__PROVIDED DATA__
++++++
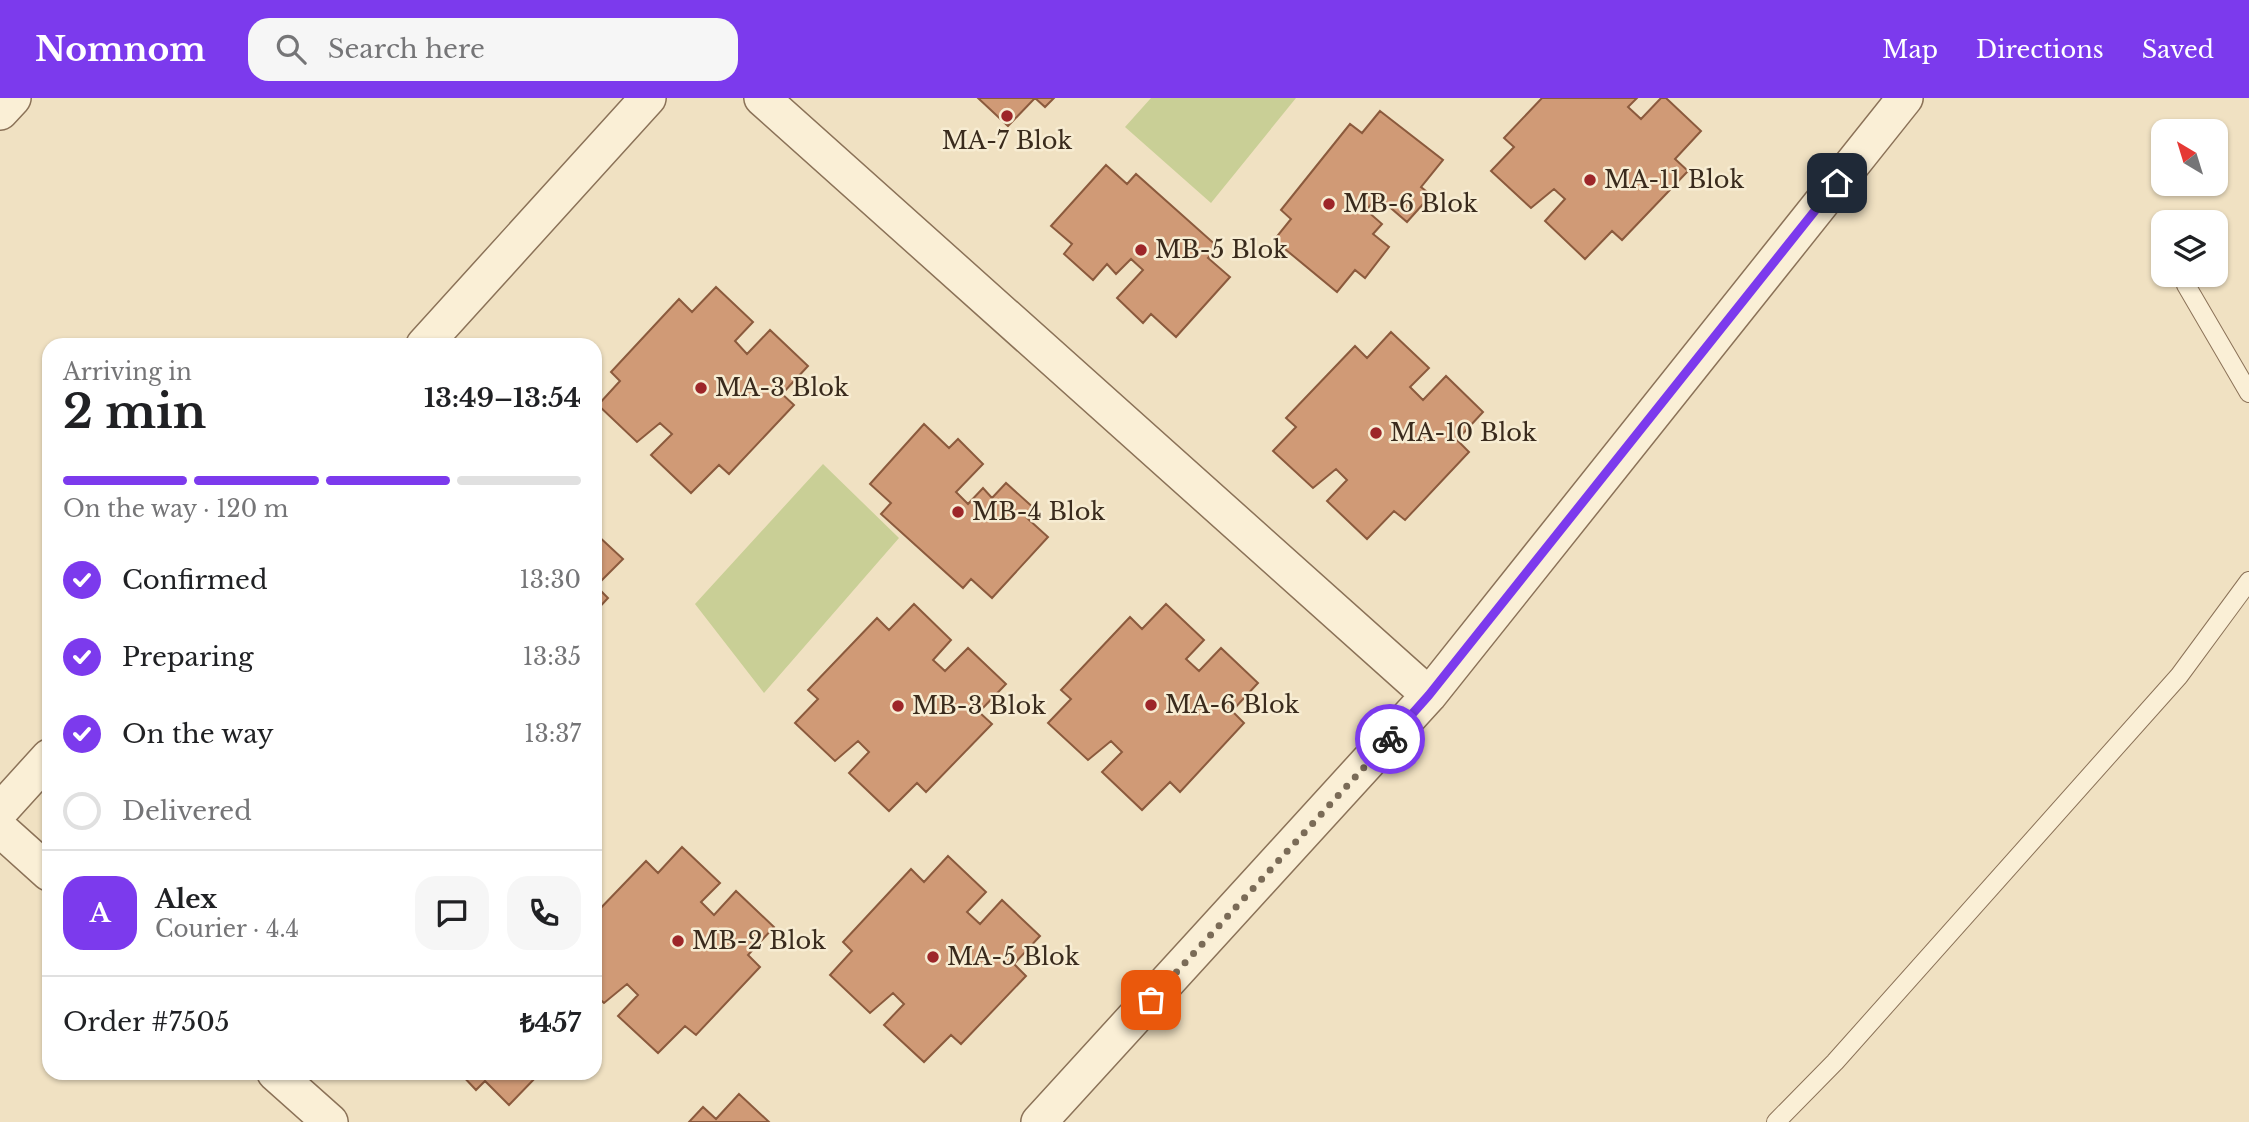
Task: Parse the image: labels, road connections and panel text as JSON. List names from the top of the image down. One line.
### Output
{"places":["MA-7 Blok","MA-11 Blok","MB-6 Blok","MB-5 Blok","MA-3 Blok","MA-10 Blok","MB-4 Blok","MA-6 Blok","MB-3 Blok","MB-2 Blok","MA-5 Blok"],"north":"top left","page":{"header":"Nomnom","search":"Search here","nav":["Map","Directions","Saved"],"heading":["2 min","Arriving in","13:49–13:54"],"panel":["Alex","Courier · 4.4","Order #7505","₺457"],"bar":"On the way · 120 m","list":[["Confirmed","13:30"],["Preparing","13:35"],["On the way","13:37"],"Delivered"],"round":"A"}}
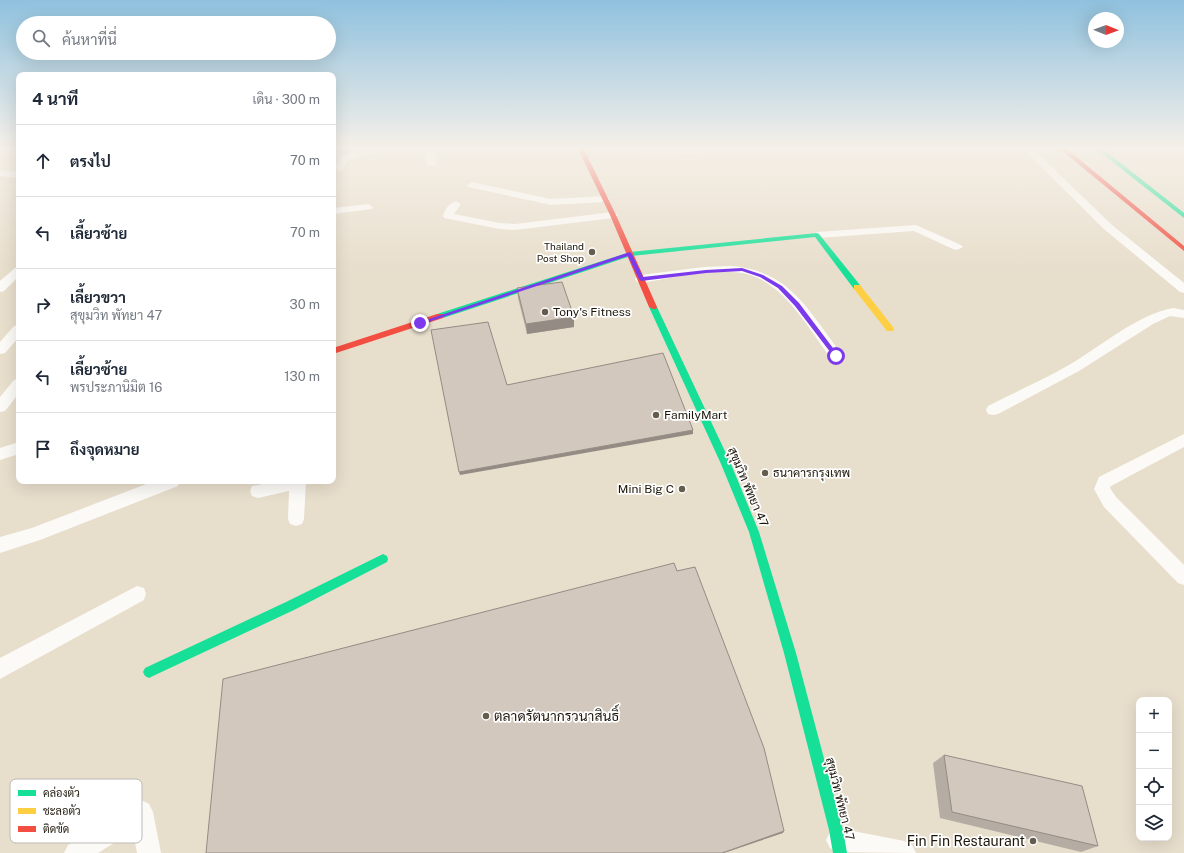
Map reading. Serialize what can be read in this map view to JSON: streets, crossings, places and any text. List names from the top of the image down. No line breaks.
++++++
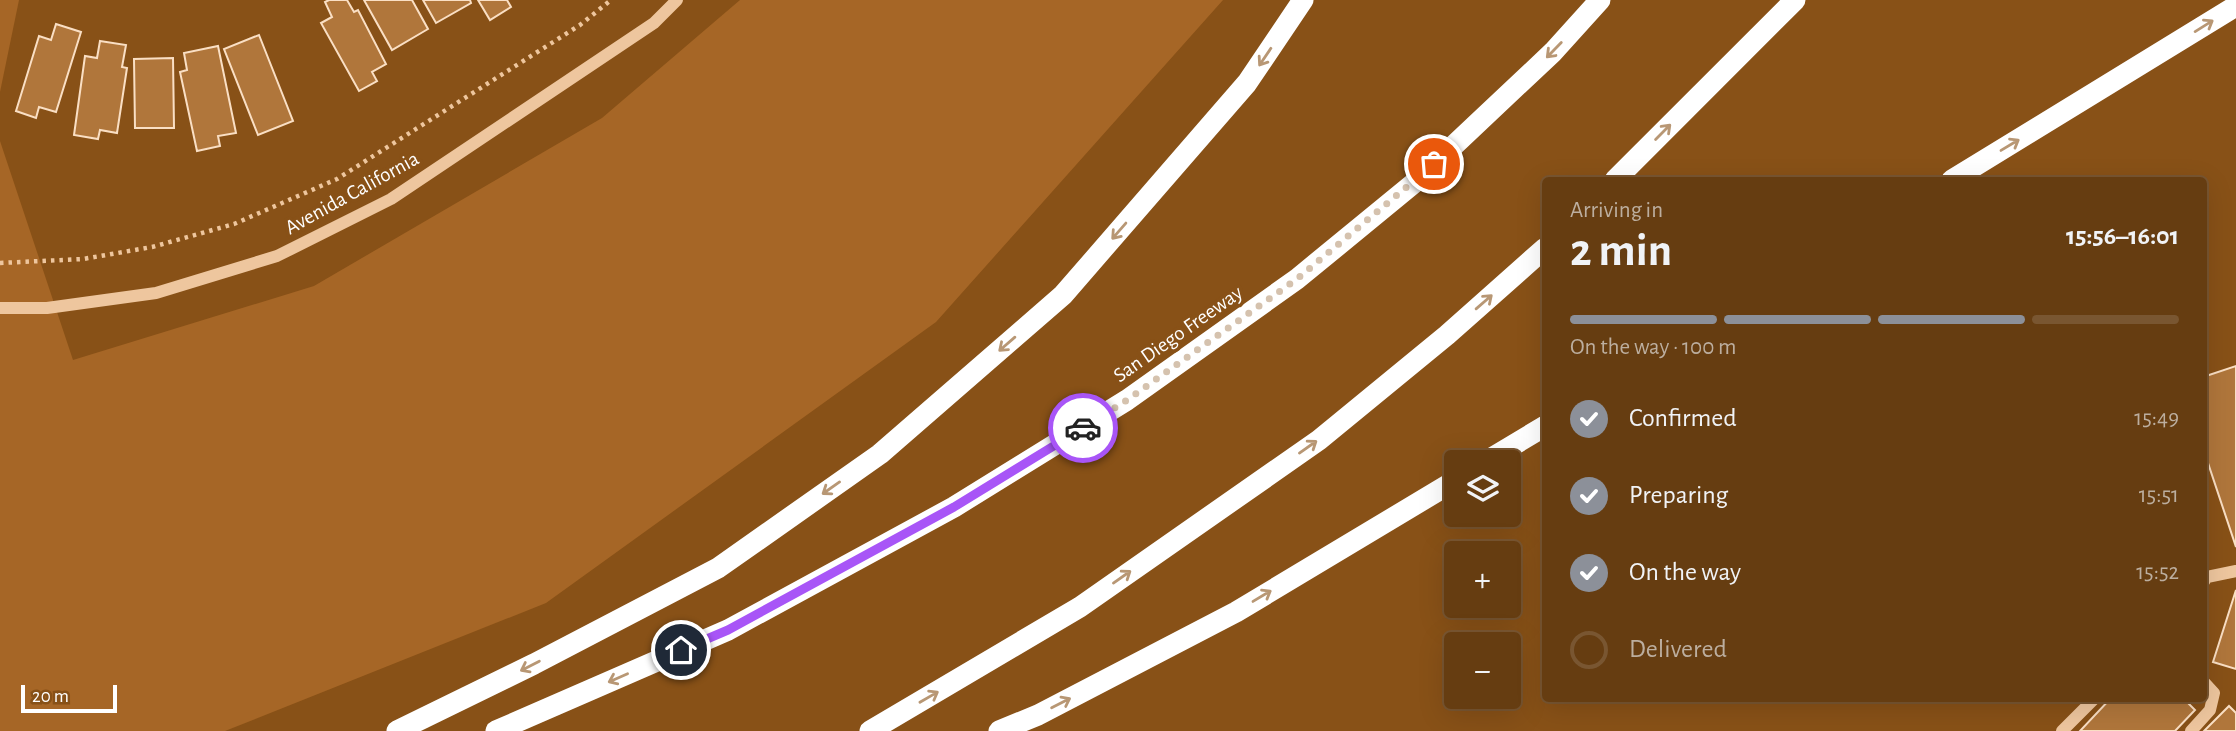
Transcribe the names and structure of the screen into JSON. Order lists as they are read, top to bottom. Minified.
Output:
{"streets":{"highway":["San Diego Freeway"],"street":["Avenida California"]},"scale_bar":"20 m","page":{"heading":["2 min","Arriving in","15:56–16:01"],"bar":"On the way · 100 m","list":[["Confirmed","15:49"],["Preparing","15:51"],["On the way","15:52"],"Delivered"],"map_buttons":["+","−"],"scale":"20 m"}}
++++++
Wherever a line of the listing above contains the string "read", copy that line.

__SOLUTION TO THIS EXERCISE__
Map reading. Serialize what can be read in this map view to JSON: streets, crossings, places and any text. List names from the top of the image down. No line breaks.
Transcribe the names and structure of the screen into JSON. Order lists as they are read, top to bottom. Minified.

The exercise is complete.